> **Data extract**:

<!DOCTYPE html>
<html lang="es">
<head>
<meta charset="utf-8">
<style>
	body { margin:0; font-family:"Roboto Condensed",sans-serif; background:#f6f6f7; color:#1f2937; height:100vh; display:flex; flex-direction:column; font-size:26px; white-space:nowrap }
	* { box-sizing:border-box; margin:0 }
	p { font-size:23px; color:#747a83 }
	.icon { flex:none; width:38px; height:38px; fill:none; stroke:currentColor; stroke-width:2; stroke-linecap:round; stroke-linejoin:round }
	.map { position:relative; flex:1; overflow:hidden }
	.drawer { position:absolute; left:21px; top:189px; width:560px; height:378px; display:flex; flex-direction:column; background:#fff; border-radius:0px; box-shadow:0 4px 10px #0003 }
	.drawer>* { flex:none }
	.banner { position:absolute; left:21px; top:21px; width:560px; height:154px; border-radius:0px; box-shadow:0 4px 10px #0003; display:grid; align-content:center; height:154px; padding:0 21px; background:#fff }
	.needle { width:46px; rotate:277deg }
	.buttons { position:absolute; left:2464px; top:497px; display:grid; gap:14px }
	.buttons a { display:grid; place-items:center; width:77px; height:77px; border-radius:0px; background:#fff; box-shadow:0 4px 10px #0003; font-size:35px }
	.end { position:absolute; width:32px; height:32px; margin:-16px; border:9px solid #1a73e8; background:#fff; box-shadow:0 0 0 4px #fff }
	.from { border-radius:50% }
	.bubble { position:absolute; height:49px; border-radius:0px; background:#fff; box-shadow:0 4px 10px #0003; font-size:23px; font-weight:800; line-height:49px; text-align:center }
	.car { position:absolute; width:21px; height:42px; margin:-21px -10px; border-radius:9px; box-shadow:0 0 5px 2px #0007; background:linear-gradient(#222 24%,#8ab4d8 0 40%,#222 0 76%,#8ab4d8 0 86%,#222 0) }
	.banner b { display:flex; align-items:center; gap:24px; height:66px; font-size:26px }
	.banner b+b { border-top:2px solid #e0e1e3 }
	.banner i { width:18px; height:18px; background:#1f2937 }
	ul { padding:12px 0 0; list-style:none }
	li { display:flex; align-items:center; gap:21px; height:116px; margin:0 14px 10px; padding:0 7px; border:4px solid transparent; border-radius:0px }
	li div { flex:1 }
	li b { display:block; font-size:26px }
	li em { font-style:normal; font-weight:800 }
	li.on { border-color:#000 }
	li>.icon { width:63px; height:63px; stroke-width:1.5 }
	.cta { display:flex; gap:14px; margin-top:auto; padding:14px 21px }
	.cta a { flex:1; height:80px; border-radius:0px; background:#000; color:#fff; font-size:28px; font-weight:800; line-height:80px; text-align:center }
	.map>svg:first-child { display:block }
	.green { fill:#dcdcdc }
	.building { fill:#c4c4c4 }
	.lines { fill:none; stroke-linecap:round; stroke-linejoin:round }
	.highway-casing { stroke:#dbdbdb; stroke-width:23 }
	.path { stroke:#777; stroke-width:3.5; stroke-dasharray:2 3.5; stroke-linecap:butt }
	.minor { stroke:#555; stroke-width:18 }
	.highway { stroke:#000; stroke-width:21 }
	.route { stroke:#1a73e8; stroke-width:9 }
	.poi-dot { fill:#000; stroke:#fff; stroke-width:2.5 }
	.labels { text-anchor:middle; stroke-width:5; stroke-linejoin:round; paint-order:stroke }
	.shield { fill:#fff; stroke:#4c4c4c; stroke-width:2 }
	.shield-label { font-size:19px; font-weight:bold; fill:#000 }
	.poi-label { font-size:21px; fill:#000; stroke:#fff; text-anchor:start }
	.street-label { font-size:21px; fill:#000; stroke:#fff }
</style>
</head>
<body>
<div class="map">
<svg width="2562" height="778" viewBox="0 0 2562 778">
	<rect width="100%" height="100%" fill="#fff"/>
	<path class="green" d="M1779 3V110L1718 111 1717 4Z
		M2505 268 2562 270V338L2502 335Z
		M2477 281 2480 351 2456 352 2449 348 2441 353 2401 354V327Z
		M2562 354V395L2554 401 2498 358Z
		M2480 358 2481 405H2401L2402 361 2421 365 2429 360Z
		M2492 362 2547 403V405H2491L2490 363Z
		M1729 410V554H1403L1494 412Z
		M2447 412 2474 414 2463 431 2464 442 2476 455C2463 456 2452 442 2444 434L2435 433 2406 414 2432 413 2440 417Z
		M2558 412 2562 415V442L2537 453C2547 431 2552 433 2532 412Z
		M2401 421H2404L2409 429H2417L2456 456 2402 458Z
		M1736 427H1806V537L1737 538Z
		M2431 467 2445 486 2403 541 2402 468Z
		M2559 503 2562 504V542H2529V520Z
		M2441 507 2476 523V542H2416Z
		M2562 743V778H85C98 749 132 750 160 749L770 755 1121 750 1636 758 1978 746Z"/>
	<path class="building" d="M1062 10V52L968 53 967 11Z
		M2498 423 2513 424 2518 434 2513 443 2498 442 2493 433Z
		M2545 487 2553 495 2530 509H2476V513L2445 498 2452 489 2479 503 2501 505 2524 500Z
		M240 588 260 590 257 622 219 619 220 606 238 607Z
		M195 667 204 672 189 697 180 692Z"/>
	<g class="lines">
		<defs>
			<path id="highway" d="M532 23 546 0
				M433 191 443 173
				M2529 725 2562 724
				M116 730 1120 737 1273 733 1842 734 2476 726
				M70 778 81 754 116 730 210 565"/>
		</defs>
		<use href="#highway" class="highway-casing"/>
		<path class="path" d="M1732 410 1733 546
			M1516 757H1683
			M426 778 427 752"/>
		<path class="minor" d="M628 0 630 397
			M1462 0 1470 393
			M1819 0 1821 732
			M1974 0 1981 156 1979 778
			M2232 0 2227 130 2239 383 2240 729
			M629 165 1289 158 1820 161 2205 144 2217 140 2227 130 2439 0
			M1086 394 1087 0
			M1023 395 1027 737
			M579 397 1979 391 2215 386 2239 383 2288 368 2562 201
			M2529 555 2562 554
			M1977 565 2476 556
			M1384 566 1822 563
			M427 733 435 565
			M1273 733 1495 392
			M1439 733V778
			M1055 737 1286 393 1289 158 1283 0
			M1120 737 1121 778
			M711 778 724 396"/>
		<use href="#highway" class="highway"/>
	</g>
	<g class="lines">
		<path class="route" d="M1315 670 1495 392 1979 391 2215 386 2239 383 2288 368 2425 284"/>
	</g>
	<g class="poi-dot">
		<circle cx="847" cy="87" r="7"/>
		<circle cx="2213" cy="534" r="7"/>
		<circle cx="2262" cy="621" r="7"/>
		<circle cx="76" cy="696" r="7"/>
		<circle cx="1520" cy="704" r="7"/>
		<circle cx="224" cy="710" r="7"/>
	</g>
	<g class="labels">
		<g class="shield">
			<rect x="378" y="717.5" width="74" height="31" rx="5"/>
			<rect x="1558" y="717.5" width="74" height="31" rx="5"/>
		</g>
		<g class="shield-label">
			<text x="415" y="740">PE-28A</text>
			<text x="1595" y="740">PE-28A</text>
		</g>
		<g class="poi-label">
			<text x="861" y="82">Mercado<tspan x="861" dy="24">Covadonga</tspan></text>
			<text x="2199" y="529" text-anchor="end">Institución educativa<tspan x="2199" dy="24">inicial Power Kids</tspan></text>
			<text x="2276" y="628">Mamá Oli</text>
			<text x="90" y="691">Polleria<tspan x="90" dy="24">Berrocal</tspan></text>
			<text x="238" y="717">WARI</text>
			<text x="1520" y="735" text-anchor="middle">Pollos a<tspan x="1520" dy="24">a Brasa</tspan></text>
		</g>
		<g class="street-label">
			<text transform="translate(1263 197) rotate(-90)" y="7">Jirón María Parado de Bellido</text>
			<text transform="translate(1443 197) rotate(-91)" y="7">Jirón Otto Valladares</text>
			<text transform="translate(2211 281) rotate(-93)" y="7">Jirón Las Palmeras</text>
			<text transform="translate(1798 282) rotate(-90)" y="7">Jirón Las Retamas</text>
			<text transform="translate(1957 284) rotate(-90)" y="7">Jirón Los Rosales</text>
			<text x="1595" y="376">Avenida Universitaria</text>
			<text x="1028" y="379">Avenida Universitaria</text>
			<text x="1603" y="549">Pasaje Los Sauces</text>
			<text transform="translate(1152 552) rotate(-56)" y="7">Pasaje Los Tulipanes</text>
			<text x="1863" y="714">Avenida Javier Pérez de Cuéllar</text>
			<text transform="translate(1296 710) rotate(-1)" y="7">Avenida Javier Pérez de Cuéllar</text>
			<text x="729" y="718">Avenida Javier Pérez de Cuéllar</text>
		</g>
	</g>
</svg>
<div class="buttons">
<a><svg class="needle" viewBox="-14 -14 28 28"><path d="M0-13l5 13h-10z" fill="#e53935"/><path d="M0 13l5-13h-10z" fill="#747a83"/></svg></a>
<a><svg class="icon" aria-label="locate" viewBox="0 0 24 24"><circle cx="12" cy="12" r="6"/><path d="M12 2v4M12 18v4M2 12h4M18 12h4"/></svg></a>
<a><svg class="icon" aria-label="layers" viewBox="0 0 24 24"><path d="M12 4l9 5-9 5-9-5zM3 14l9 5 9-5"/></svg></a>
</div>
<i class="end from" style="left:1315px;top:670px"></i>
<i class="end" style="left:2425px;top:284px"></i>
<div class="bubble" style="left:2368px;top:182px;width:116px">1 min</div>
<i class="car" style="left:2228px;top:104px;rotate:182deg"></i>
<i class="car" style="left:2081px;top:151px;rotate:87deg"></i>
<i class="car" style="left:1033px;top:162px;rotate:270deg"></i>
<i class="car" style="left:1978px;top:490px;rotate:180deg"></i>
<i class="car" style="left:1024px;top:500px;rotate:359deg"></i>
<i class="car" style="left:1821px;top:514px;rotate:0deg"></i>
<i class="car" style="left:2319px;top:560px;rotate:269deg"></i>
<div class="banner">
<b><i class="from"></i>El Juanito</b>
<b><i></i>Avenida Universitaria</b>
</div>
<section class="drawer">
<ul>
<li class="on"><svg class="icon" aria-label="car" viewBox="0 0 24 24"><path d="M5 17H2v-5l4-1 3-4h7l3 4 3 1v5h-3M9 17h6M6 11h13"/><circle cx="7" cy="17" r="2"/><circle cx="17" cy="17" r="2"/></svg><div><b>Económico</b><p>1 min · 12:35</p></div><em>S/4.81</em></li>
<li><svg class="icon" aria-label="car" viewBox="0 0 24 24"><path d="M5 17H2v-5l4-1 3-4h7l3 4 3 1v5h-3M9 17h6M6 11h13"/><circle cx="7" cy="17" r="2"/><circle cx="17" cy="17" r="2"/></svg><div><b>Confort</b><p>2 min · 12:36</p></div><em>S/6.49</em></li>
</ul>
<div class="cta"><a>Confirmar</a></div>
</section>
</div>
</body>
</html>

> **How to complete this task**:
Every line from the top of the material above through the line holding "position:absolute; left:2464px; top:497px;" should be reproduced word for word, and nothing beyond it.

> **Your response**:
<!DOCTYPE html>
<html lang="es">
<head>
<meta charset="utf-8">
<style>
	body { margin:0; font-family:"Roboto Condensed",sans-serif; background:#f6f6f7; color:#1f2937; height:100vh; display:flex; flex-direction:column; font-size:26px; white-space:nowrap }
	* { box-sizing:border-box; margin:0 }
	p { font-size:23px; color:#747a83 }
	.icon { flex:none; width:38px; height:38px; fill:none; stroke:currentColor; stroke-width:2; stroke-linecap:round; stroke-linejoin:round }
	.map { position:relative; flex:1; overflow:hidden }
	.drawer { position:absolute; left:21px; top:189px; width:560px; height:378px; display:flex; flex-direction:column; background:#fff; border-radius:0px; box-shadow:0 4px 10px #0003 }
	.drawer>* { flex:none }
	.banner { position:absolute; left:21px; top:21px; width:560px; height:154px; border-radius:0px; box-shadow:0 4px 10px #0003; display:grid; align-content:center; height:154px; padding:0 21px; background:#fff }
	.needle { width:46px; rotate:277deg }
	.buttons { position:absolute; left:2464px; top:497px; display:grid; gap:14px }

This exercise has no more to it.